Kanemitsu returned to the United States in 1949 and plunged into New York’s postwar art scene, famously populated by artists such as Pollock, Willem de Kooning, Franz Kline, John Chamberlain, Ad Reinhardt, Robert Rauschenberg and Jasper Johns and dealer Leo Castelli. But as a student of Japanese painter Yasuo Kuniyoshi at the Art Students League, he also kept in touch with his cultural heritage.
In the early 1960s, apparently ready for a change of scene, Kanemitsu moved to Los Angeles, which became his final home. His first major accomplishment was a suite of prints that translated sumi painting techniques into lithography. The project was funded by a 1961 Ford Foundation grant to work at the Tamarind Lithography Workshop-- founded by artist June Wayne—and was documented in the film “Four Stones for Kanemitsu.”

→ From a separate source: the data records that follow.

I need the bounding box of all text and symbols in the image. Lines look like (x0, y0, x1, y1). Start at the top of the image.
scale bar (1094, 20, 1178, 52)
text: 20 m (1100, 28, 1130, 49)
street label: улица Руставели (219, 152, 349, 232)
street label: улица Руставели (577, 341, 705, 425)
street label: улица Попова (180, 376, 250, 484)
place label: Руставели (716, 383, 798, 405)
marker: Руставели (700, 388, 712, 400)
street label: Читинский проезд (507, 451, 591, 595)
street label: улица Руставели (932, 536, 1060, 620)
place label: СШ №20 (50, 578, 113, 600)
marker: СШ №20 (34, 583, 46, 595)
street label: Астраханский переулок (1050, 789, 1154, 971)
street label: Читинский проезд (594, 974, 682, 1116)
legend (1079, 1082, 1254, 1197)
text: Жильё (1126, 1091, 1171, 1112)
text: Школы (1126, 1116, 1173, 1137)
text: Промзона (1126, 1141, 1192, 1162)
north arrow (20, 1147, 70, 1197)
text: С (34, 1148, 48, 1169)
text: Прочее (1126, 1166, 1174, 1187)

With extraordinary skill and versatility, Kanemitsu also became a teacher, at Chouinard Art Institute from 1965 to 1970 and at Otis Art Institute from 1971 to 1983. Nicknamed “Mike” by his friend, painter Jackson Pollock, Kanemitsu is often identified as a second generation Abstract Expressionist, but his artistic legacy is bicultural, embracing Japanese ink painting traditions as well as American Abstract Expressionism and Pop art.